Juan e Iluminado. Mis abuelos. ¿Por qué pienso hoy en ellos? No sé, quizás sea por el comienzo del verano, que era cuando más los veía. Distintos entre sí, entrañables ambos. Y un recuerdo en común: navajas. Mis dos abuelos siempre llevaban una navaja en el bolsillo, daba igual si era en el traje de faena o en el de misa de domingo.
No eran imponentes facas. Pequeñas navajas plegables, cachicuernas o con los mangos de nácar, que mantenían siempre afiladas con una piedra, al calor del brasero. Navajas que nunca se prestaban, que mis infantiles ojos observaban mondar una naranja en invierno, trocear la matanza del almuerzo a media mañana –los huevos con pan, sin tenedor–, cortar el cáñamo de la prieta paca antes de esparcirla en los comederos de la cuadra, afilar un palo para arreglar la puerta del cercado o pelar hábilmente un tallo para que yo ensartase en él los amarillos botones de las manzanillas de Gredos en un collar para mi madre. Herramientas humildes y honestas, imprescindibles, cuya posesión indicaba un paso a la madurez igual que los pantalones largos, el primer pitillo fumado junto a los mayores o, si había posibles, el reloj o la pluma de la primera comunión.
Hoy llevamos en los bolsillos teléfonos móviles casi desde la cuna. Salvo el momento de crear una cuenta en Instagram, evitamos el tránsito a una edad adulta, más bien es algo que se pospone hasta los treinta, si es que ocurre. Seguro que puedo buscar en el mío todo sobre los endemismos de Gredos o qué es una fanega –gracias a Dios no necesito mirarlo, en bastantes me he metido navegando ficticios ríos de niño– pero dudo que mis nietos, de tenerlos, me mirasen como lo hacía yo a mis mayores cuando sacaban la navaja.

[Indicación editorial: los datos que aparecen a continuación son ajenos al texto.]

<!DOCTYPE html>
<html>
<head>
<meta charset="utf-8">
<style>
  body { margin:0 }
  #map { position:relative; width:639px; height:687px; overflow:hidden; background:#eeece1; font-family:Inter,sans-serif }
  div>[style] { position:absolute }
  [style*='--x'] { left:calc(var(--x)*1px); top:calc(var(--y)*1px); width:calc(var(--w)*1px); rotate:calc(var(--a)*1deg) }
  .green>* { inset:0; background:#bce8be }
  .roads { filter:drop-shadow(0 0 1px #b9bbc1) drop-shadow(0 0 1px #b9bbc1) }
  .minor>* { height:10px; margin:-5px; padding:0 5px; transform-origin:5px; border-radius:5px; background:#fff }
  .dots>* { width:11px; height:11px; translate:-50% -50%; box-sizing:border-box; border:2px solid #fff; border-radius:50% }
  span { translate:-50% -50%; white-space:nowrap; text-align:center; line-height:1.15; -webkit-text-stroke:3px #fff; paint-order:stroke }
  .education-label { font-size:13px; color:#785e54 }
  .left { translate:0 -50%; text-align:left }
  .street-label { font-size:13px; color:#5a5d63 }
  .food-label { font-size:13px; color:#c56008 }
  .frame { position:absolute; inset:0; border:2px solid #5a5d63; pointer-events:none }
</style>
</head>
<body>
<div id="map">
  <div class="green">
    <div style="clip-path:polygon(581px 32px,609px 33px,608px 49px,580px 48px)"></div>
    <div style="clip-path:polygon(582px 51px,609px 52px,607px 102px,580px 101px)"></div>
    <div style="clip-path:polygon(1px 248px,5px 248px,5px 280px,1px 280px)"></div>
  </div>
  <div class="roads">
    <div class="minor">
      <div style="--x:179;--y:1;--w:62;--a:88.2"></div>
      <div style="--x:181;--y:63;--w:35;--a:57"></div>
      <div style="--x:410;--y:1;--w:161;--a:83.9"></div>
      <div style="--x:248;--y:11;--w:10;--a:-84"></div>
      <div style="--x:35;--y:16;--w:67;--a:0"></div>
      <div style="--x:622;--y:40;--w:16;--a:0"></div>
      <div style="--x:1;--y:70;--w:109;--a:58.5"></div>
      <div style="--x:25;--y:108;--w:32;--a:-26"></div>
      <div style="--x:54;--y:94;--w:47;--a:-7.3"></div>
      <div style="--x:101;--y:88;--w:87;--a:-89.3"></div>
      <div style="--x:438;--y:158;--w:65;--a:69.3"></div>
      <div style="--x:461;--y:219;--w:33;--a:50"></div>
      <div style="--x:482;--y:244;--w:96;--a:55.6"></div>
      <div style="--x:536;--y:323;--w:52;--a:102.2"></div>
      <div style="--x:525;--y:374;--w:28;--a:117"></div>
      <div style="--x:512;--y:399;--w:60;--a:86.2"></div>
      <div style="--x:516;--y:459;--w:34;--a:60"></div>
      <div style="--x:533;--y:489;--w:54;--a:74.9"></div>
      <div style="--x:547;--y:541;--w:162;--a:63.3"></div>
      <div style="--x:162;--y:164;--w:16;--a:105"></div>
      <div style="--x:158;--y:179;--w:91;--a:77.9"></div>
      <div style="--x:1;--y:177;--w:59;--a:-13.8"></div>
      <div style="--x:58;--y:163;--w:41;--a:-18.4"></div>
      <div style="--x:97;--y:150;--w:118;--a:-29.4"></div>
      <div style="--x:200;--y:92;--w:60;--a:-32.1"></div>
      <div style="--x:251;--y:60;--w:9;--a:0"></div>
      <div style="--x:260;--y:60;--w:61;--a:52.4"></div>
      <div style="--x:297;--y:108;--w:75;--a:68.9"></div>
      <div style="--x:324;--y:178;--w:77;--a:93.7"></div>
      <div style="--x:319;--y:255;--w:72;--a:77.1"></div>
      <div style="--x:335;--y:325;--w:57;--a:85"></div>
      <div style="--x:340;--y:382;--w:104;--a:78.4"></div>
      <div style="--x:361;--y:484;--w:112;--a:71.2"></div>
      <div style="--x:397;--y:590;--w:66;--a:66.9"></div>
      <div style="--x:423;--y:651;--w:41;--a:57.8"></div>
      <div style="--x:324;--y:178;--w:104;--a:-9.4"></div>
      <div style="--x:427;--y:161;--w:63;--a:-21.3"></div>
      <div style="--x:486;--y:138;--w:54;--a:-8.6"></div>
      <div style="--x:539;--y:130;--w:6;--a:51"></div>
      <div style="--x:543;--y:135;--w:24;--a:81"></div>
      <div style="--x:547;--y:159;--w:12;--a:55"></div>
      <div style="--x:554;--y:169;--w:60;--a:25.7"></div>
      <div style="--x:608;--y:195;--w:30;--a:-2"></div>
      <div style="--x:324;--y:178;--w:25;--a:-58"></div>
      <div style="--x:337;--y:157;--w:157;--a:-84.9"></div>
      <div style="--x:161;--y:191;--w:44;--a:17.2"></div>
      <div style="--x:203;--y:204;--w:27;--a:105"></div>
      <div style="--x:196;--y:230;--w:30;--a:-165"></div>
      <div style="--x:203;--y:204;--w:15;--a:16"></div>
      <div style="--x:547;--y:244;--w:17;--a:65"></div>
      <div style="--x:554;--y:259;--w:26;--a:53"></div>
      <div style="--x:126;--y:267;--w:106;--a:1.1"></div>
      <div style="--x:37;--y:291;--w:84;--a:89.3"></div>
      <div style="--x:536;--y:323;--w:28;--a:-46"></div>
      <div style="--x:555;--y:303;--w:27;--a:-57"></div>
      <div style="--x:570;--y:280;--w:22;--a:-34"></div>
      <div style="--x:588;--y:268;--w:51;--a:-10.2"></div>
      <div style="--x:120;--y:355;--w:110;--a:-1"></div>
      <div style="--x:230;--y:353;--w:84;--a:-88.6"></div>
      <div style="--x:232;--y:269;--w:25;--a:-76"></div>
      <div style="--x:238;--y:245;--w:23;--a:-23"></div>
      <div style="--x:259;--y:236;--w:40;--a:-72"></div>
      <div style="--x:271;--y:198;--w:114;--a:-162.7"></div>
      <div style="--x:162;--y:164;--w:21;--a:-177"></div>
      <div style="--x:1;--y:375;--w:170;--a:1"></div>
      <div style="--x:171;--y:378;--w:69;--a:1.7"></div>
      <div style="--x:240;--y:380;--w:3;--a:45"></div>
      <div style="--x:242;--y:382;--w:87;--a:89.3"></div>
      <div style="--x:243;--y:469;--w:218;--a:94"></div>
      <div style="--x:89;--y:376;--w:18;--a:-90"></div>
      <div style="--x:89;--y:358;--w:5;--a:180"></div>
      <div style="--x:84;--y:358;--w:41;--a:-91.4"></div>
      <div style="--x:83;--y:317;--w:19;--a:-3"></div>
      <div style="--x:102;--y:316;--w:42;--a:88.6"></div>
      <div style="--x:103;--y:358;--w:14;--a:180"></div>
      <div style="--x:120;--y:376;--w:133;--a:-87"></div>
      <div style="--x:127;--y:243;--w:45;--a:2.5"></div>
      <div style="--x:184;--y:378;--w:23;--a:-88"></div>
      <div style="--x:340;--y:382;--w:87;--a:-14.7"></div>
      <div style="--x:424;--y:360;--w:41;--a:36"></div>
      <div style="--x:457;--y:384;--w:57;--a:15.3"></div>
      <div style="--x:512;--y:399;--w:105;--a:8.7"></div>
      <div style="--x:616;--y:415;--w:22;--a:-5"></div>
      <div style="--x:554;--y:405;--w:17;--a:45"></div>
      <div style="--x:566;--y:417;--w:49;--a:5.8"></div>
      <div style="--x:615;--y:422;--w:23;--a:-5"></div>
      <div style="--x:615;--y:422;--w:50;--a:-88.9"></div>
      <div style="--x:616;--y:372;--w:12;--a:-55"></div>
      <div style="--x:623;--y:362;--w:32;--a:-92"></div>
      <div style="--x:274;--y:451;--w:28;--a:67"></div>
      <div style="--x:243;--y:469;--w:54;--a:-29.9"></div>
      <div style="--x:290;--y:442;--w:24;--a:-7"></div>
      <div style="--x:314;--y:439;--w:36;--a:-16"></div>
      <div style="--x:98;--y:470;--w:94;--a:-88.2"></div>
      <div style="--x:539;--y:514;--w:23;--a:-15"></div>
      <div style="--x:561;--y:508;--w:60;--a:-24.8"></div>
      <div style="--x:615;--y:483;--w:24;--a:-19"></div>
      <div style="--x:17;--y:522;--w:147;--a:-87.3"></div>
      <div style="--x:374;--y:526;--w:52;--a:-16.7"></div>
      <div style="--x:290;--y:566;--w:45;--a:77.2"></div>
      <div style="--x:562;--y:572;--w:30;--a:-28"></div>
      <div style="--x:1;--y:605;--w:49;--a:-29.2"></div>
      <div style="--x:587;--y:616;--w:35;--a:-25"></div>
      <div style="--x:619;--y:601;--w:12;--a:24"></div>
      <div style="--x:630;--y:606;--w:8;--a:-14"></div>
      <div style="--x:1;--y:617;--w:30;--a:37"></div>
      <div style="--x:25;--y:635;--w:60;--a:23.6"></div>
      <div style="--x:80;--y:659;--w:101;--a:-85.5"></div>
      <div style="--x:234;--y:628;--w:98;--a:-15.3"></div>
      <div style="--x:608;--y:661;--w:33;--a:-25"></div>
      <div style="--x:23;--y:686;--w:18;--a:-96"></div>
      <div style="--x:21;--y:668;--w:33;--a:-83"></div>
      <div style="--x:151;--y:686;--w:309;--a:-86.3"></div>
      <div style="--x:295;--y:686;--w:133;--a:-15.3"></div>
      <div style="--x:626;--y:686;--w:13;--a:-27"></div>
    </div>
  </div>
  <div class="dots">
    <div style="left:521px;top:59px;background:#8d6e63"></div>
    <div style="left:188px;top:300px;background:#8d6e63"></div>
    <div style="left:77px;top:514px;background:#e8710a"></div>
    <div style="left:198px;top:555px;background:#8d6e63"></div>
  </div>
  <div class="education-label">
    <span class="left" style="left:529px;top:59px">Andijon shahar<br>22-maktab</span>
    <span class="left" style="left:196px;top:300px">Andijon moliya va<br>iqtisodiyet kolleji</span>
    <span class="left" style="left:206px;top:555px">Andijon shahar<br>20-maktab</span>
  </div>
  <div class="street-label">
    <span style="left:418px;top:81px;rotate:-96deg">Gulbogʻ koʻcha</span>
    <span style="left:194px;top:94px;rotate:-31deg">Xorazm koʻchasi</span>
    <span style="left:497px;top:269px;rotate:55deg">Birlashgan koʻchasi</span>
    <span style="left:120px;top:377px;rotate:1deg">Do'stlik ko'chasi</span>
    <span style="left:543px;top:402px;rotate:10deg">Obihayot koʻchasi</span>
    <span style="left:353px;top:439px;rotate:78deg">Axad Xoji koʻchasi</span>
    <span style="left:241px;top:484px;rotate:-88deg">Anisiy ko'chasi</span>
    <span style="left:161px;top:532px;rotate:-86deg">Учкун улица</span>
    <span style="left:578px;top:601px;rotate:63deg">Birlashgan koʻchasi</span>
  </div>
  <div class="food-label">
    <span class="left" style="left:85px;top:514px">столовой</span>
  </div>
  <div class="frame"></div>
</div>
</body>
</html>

Será la edad o el calor, pero echo de menos a mis abuelos, al mundo que se fue con ellos y que tuve la fortuna de vislumbrar pegado a sus perneras. Un día me hice mayor y me regalaron una navaja; no recuerdo por qué, quién ni cuándo. Nunca fue a mi bolsillo, en algún cajón de casa de mis padres estará. Lo triste, lo que me duele, estimados tres lectores, es que no supe qué hacer con ella.